What is expected:
In the entries below, find each line with the string "Hospital" and copy it.

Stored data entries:

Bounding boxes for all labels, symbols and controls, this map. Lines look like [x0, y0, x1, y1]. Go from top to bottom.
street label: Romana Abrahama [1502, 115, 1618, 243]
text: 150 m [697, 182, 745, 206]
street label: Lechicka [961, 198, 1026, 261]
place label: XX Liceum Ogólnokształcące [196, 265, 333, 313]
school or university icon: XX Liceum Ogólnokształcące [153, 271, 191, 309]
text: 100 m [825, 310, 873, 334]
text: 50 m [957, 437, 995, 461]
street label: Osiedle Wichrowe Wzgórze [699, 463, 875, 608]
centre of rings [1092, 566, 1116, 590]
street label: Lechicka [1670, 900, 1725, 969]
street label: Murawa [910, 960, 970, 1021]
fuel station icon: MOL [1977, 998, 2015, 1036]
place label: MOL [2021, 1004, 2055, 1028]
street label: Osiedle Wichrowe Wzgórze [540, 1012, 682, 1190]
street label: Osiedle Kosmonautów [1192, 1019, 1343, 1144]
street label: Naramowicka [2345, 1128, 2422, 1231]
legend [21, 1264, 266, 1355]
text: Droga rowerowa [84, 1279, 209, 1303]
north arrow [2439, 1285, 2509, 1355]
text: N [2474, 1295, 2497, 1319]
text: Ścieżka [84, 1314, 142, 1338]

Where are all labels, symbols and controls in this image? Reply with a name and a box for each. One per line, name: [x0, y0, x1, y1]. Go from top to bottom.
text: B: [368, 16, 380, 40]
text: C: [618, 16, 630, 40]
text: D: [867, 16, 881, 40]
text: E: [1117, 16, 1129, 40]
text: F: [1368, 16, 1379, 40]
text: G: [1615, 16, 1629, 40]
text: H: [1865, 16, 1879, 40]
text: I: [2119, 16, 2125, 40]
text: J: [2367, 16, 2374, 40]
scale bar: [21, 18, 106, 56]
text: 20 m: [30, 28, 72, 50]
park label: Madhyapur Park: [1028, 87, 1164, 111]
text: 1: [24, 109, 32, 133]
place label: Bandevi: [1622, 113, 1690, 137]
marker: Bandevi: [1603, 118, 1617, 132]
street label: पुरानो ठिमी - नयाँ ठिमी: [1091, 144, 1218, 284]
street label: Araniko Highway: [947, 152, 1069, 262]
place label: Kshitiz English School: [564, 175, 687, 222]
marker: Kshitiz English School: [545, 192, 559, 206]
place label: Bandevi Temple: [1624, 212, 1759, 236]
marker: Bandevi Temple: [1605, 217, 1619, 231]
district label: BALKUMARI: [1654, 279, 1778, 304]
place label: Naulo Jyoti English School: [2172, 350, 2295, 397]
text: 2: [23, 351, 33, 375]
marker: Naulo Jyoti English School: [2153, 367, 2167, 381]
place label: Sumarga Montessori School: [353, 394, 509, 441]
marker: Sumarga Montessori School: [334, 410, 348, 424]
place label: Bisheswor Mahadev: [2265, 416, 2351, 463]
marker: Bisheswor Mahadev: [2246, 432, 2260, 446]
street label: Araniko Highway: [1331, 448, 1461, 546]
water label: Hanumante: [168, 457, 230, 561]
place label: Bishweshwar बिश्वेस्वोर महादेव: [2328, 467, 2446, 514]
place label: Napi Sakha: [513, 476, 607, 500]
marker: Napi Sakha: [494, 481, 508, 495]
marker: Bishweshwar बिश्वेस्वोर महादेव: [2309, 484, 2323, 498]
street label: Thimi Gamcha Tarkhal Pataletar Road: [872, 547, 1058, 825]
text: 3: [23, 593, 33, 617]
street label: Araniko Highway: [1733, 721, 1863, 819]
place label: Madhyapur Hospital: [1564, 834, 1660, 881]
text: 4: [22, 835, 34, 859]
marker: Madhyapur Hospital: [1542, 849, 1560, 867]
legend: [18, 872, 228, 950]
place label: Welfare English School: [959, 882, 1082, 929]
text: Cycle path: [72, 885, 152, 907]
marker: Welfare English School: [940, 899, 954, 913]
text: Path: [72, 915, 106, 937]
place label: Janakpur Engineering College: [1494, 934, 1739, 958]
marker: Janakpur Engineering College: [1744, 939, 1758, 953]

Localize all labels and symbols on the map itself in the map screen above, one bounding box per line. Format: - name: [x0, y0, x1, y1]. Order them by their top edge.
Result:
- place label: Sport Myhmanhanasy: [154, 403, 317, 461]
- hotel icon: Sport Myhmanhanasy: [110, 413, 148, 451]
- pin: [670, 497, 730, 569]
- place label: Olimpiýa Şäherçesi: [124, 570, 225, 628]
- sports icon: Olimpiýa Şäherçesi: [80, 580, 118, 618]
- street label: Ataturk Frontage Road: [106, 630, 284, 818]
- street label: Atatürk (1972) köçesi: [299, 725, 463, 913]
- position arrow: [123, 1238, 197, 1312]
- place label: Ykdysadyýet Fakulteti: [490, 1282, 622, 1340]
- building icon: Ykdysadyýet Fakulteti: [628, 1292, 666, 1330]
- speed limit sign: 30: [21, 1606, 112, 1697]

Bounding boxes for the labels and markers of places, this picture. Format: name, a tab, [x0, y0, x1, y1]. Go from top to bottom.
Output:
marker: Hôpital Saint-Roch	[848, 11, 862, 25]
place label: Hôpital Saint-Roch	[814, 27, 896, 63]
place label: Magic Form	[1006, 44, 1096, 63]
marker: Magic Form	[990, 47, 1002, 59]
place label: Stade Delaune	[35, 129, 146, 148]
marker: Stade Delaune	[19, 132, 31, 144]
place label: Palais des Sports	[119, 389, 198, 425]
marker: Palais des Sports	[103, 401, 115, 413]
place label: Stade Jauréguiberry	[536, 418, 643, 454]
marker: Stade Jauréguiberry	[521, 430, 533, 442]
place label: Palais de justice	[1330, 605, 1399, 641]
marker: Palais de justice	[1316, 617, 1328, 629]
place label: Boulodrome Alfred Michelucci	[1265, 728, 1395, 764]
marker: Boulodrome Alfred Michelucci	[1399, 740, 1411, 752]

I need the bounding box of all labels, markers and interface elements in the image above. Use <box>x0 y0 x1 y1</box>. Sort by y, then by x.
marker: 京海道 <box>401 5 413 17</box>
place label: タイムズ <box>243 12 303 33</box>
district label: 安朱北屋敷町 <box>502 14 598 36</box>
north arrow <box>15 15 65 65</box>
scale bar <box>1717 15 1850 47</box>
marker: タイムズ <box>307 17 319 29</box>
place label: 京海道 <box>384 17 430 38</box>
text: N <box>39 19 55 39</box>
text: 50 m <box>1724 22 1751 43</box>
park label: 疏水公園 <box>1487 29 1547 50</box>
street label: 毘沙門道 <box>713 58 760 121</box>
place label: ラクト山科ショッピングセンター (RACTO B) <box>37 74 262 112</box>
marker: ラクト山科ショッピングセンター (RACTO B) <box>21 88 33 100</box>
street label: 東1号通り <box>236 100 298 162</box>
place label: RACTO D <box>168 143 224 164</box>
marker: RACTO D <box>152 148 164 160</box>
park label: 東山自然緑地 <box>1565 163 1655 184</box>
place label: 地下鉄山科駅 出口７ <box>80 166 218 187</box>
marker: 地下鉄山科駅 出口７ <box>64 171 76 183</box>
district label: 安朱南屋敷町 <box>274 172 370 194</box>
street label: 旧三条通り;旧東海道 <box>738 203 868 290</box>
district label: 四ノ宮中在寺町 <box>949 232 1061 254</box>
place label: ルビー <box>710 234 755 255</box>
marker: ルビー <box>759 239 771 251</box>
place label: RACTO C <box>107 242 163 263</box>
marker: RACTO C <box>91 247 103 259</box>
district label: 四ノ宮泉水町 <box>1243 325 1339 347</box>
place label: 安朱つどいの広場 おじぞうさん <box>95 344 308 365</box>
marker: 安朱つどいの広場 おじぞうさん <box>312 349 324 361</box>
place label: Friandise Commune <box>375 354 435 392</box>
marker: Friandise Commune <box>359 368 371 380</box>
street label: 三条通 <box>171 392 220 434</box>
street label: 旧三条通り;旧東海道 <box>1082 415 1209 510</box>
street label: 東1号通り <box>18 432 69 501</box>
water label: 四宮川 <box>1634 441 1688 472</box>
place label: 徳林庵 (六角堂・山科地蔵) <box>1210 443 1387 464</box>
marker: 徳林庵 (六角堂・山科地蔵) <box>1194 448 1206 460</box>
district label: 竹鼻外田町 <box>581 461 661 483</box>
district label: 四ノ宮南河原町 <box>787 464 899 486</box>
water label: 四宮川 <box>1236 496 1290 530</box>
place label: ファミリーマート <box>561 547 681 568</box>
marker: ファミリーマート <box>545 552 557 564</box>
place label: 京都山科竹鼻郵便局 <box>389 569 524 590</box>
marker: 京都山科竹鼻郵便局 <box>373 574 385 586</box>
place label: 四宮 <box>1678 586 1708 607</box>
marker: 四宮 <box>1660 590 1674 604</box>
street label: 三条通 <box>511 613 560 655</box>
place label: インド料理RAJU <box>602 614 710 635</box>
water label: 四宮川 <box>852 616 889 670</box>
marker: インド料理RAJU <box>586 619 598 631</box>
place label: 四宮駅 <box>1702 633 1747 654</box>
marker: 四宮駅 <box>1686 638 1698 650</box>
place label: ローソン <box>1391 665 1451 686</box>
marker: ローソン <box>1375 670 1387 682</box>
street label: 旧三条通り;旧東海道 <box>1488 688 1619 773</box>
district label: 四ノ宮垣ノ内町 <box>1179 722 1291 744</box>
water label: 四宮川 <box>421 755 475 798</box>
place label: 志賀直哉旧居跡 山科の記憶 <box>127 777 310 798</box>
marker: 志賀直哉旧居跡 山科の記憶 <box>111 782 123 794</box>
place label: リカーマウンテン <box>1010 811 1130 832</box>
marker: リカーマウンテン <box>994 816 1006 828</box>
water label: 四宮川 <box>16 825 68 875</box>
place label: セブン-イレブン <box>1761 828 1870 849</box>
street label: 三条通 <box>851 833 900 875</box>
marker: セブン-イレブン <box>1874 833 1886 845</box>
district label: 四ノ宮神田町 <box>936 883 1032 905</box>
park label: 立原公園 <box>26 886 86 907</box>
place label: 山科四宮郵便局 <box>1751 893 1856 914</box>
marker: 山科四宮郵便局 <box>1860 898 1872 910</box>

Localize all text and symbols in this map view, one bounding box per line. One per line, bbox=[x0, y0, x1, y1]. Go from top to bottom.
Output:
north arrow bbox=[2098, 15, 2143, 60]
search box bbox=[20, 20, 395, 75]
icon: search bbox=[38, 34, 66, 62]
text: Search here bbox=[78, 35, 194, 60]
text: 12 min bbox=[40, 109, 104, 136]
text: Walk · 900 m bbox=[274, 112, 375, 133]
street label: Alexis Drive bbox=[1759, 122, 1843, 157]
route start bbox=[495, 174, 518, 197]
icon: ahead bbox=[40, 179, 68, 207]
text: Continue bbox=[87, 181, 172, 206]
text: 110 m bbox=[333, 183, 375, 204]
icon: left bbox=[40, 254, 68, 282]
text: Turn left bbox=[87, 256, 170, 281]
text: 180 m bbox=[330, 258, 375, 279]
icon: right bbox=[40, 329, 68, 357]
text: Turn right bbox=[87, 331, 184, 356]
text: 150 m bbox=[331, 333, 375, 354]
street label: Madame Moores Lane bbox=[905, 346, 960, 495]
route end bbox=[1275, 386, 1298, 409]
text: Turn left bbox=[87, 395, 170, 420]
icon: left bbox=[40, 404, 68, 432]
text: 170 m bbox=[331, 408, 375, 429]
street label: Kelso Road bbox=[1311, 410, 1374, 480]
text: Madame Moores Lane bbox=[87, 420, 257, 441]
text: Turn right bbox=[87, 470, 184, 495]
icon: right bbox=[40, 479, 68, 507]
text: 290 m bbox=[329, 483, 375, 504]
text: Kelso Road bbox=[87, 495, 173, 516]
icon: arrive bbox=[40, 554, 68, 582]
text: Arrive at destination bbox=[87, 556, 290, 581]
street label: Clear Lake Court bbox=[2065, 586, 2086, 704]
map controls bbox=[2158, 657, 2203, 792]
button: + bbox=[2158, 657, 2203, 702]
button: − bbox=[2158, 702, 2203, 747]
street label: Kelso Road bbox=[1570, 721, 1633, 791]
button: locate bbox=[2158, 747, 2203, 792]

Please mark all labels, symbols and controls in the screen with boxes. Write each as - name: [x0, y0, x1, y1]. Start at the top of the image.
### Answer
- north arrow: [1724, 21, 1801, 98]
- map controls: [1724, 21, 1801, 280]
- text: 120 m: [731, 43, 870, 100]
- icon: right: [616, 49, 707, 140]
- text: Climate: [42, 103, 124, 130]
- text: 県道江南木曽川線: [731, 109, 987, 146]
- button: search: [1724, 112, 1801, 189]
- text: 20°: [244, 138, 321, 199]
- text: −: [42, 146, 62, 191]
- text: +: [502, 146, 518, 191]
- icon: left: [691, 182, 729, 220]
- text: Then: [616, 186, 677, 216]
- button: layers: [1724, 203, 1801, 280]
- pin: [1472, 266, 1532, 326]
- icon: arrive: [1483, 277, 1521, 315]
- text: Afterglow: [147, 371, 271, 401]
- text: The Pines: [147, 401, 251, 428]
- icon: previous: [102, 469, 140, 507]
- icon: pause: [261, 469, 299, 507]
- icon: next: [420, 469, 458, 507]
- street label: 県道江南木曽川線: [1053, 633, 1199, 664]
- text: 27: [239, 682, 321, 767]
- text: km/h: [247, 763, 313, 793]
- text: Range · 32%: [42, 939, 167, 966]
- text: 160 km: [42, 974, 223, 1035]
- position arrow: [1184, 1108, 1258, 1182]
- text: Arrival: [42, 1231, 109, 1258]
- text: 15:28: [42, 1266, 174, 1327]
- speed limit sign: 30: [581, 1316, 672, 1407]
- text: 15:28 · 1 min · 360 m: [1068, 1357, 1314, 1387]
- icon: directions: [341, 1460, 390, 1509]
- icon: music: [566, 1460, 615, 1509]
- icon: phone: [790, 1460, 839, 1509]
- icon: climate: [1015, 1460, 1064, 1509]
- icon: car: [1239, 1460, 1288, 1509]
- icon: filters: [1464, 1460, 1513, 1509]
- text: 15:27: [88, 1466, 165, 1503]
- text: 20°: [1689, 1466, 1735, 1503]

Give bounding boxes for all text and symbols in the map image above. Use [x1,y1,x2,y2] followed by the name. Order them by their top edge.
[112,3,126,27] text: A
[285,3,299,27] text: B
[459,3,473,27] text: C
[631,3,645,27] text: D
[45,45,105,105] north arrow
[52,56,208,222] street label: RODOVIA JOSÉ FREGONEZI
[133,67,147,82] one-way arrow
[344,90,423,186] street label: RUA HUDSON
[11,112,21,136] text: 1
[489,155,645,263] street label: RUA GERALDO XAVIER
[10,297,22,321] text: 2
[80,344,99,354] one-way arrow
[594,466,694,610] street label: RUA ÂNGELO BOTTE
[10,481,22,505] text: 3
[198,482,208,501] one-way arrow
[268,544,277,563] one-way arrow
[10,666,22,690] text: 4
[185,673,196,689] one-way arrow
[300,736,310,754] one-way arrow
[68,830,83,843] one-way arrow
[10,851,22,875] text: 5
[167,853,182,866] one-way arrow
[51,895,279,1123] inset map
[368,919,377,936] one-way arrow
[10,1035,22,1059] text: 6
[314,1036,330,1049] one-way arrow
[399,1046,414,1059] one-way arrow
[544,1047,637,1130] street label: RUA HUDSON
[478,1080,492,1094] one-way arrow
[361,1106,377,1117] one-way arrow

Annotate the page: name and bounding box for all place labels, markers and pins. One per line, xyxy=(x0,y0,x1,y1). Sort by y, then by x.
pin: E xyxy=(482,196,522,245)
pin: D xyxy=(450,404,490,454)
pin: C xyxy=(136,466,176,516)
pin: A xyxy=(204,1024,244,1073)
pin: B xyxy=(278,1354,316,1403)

Solution:
place label: Madhyapur Hospital: [1564, 834, 1660, 881]
marker: Madhyapur Hospital: [1542, 849, 1560, 867]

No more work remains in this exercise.